Since the beginning of the Russian military invasion of Ukraine on 24 February 2022, the latter has received support in various ways from European Union (EU) Member States and many other countries worldwide; this support includes measures targeting Russia's economy to dissuade the country from further escalating the war.

However, now in the sixth month of the ongoing war in Ukraine, the continuous geo-political uncertainty has led to an unprecedented rise in the price of energy products, especially fuel and gas, further pushing millions of people around the world into economic hardship.

On Monday 29 August 2022, European Commission President Ursula von der Leyen, in her keynote speech at the Bled Strategic Forum in Slovenia, acknowledged that “[t]he skyrocketing electricity prices are now exposing, for different reasons, the limitations of our current electricity market design. It was developed under completely different circumstances and for completely different purposes. It is no longer fit for purpose”. She also announced: “we, the Commission, are now working on an emergency intervention and a structural reform of the electricity market”.

It is therefore expected that different temporary or emergency interventions will be announced in the short to medium term to further support households and minimise the effects of rising energy costs.

In this regard, Chronicle.lu reached out to the Representation of the European Commission in Luxembourg to learn about the willingness of the European Commission to mandate tax breaks and / or provide funds for individual Member States to help energy-poor households. The Commission representation clarified that the Commission has taken a wide range of measures to help Member States tackle the impact of high energy prices on vulnerable consumers and, referring to the midday press briefing on Tuesday 23 August 2022, noted “we [the Commission] invite the Member States to continue using the Energy Prices Toolbox, which contains measures which directly impact the energy bills paid by European consumers”.

Commenting further on the Commission’s willingness to allow Member States to decrease (temporarily) VAT rates or offer tax rebates for household consumers (related to electricity and / or gas prices), the Commission representation clarified the following measures with regard to VAT and excise duties on energy products.
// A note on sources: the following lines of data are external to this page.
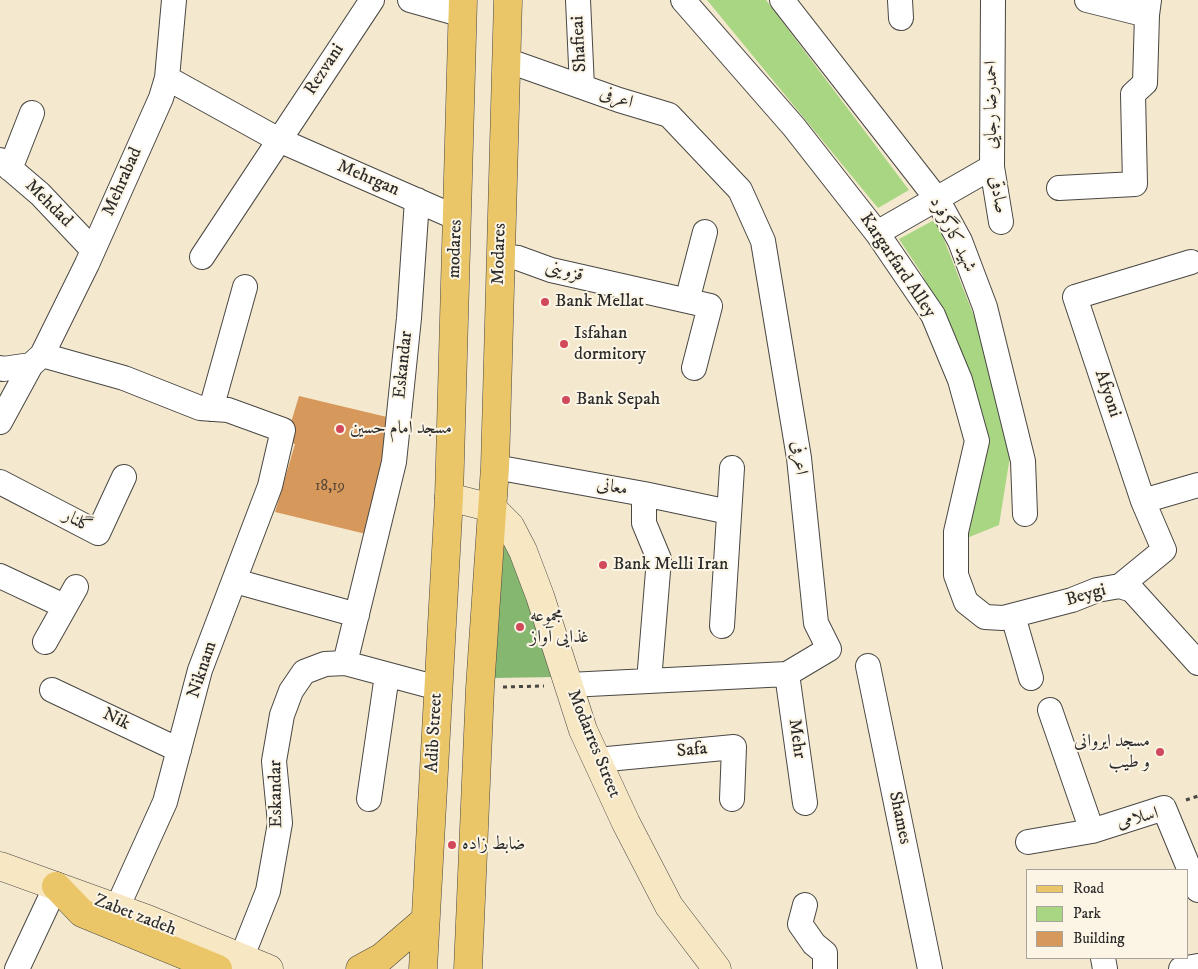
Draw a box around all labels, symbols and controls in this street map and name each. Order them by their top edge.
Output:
street label: Shafieai [568,15,592,73]
street label: Rezvani [300,40,350,100]
street label: احمدرضا رجایی [981,61,1003,149]
street label: اعرفی [597,84,635,114]
street label: Mehrabad [98,144,148,220]
street label: Mehrgan [334,156,402,202]
street label: صادقی [983,175,1011,215]
street label: Mehdad [20,176,76,232]
street label: شهید کارگرفرد [924,194,980,276]
street label: Kargarfard Alley [854,210,940,322]
street label: modares [444,219,468,279]
street label: Modares [488,223,512,285]
street label: قزوینی [543,257,585,287]
place label: Bank Mellat [555,291,644,313]
marker: Bank Mellat [539,296,551,308]
place label: Isfahan dormitory [574,323,646,366]
street label: Eskandar [390,330,418,400]
marker: Isfahan dormitory [558,338,570,350]
street label: Afyoni [1089,368,1125,420]
place label: Bank Sepah [576,389,660,411]
marker: Bank Sepah [560,394,572,406]
place label: مسجد امام حسین [350,418,452,440]
marker: مسجد امام حسین [334,423,346,435]
street label: اعرفی [785,440,811,476]
street label: معانی [595,475,629,501]
house number: 18,19 [315,478,345,496]
street label: گلنار [59,505,95,539]
place label: Bank Melli Iran [613,554,728,576]
marker: Bank Melli Iran [597,559,609,571]
street label: Beygi [1063,580,1109,612]
place label: مجموعه غذایی آواز [530,606,589,649]
marker: مجموعه غذایی آواز [514,621,526,633]
street label: Niknam [184,639,222,701]
street label: Modarres Street [561,687,625,801]
street label: Adib Street [422,693,448,773]
street label: Nik [99,704,133,736]
street label: Mehr [783,718,809,760]
place label: مسجد ایروانی و طیب [1074,731,1150,774]
street label: Safa [676,739,708,763]
marker: مسجد ایروانی و طیب [1154,746,1166,758]
street label: Eskandar [266,760,288,828]
street label: Shames [883,790,915,846]
street label: اسلامی [1115,803,1161,835]
place label: ضابط زاده [462,834,525,856]
marker: ضابط زاده [446,839,458,851]
legend [1026,869,1188,959]
text: Road [1073,879,1104,898]
street label: Zabet zadeh [91,890,179,942]
text: Park [1073,904,1101,923]
text: Building [1073,929,1125,948]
VAT rules on natural gas, electricity or district heating: The Commission in its communication on energy prices clarified to the Member States that they may decide - as part of the toolbox at their immediate disposal - to apply reduced VAT rates on energy products as long as they respect the minima of 5% laid down in the EU's VAT Directive and respect their national rate structure (i.e. not having more than two different reduced rates).

Although the newly agreed rules do not permit zero rates on any of these energy products, Member States no longer need to consult the VAT Committee to be able to apply reduced rates on them.
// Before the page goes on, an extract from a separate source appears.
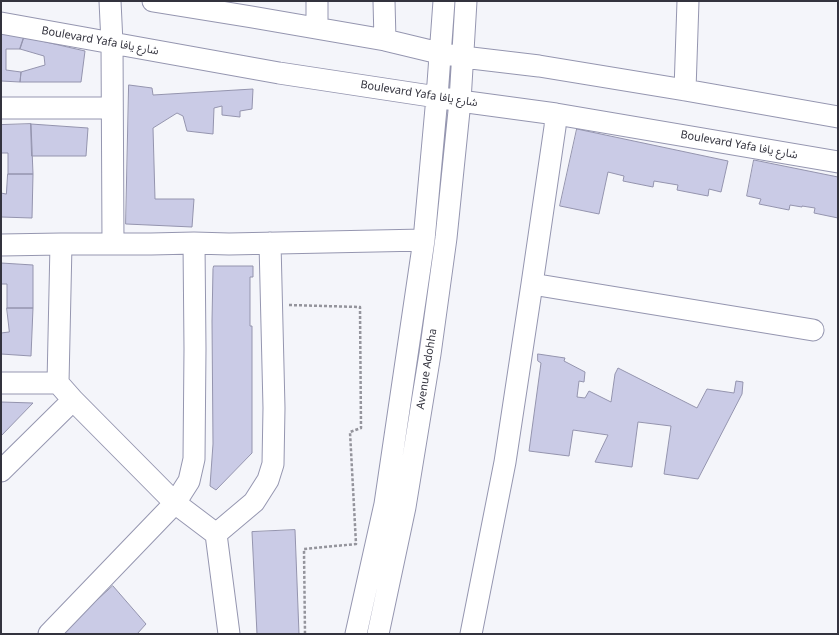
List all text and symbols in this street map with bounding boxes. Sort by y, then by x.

Excise duty rules on energy products: The Energy Taxation Directive (ETD) sets minimum rates for electricity and energy products used for propellant and heating purposes. As a rule, Member States have to respect the minimum excise duty rates set by the current ETD of 2003.

The Directive provides for the possibility for Member States to apply tax exemptions, including for electricity and certain heating fuels used by households and natural gas and liquefied petroleum gas (LPG) used as propellant. Gasoil (diesel) and petrol can be exempted in certain specific cases, such as for use in agriculture or in rail transport.
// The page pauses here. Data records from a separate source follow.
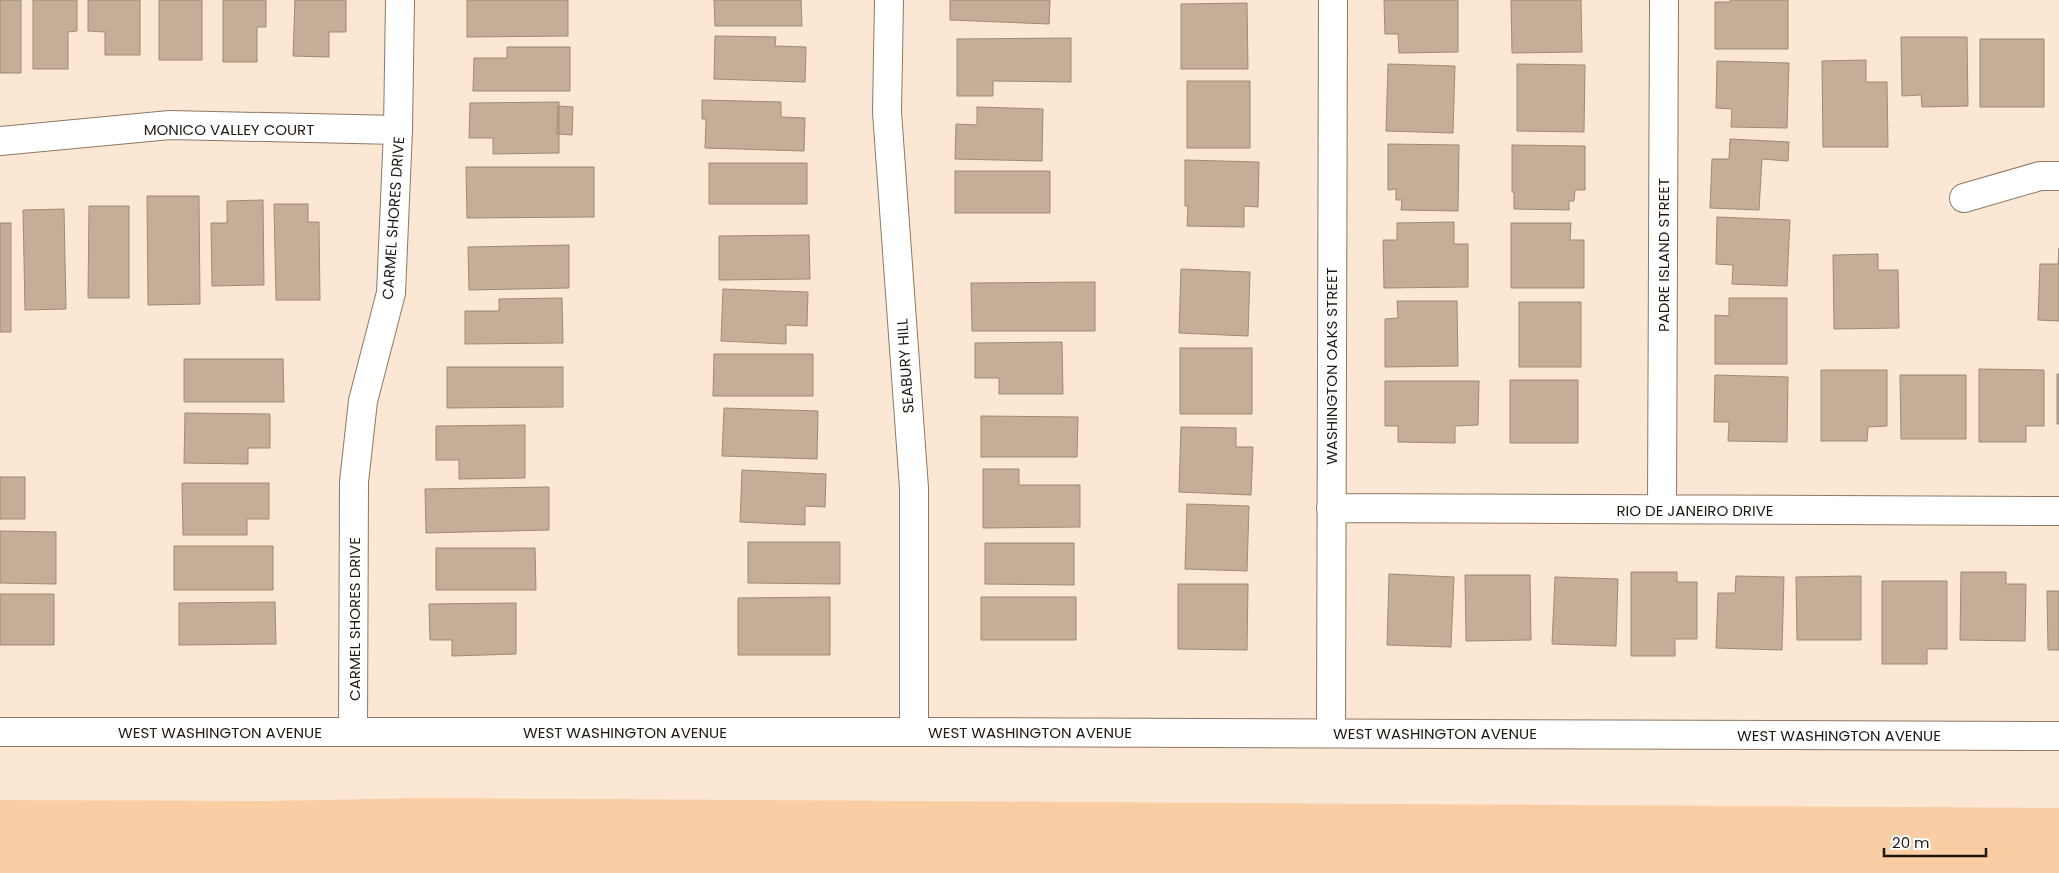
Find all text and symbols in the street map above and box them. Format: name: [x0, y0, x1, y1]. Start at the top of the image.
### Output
street label: MONICO VALLEY COURT: [144, 119, 314, 140]
street label: CARMEL SHORES DRIVE: [377, 136, 409, 300]
street label: PADRE ISLAND STREET: [1653, 178, 1674, 332]
street label: WASHINGTON OAKS STREET: [1321, 267, 1342, 465]
street label: SEABURY HILL: [891, 317, 919, 414]
street label: RIO DE JANEIRO DRIVE: [1616, 500, 1774, 521]
street label: CARMEL SHORES DRIVE: [344, 537, 365, 701]
street label: WEST WASHINGTON AVENUE: [118, 722, 322, 743]
street label: WEST WASHINGTON AVENUE: [523, 722, 727, 743]
street label: WEST WASHINGTON AVENUE: [928, 722, 1132, 743]
street label: WEST WASHINGTON AVENUE: [1333, 723, 1537, 744]
street label: WEST WASHINGTON AVENUE: [1737, 725, 1941, 746]
scale bar: [1884, 826, 1986, 858]
text: 20 m: [1892, 832, 1930, 853]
The Commission representation added that the Commission stood ready to provide guidance to Member States on how to make best use of the legal framework and would assess any requests for exceptional country-specific derogations under Article 19 of the ETD.

When it comes to energy taxation, most Member States currently tax energy products well above the minima laid out in the ETD, according to the Commission representation, athough several have temporarily reduced rates down to or slightly above the ETD minimum levels to mitigate the impact of rising energy prices.

Derogations to reduce excise rates below the EU minima: As indicated in the Communications of 8 and 22 March 2022, the Commission is considering several options for emergency measures, with a view to providing temporary and targeted relief to end-consumers in the short term, strategic autonomy in the midterm and decarbonisation in the long term.

According to the Commission representation, direct and targeted support to vulnerable citizens and businesses can help citizens and businesses struggling with excessive energy prices, without negative spill-over on Member States' common environmental and budgetary perspectives.

However, re-using higher revenues from energy taxes and carbon pricing or from abnormal profits of some energy companies can help to finance targeted and temporary measures in support of vulnerable households and businesses (such as in the form of cheques or refunds). According to the Commission representation, these measures would be a more efficient and effective solution to address energy affordability, without creating adverse incentives for energy consumption and in particular consumption of fossil fuels.

Luxembourg’s Ministry of Energy recently clarified the various measures undertaken to help Luxembourg households to mitigate rising energy prices.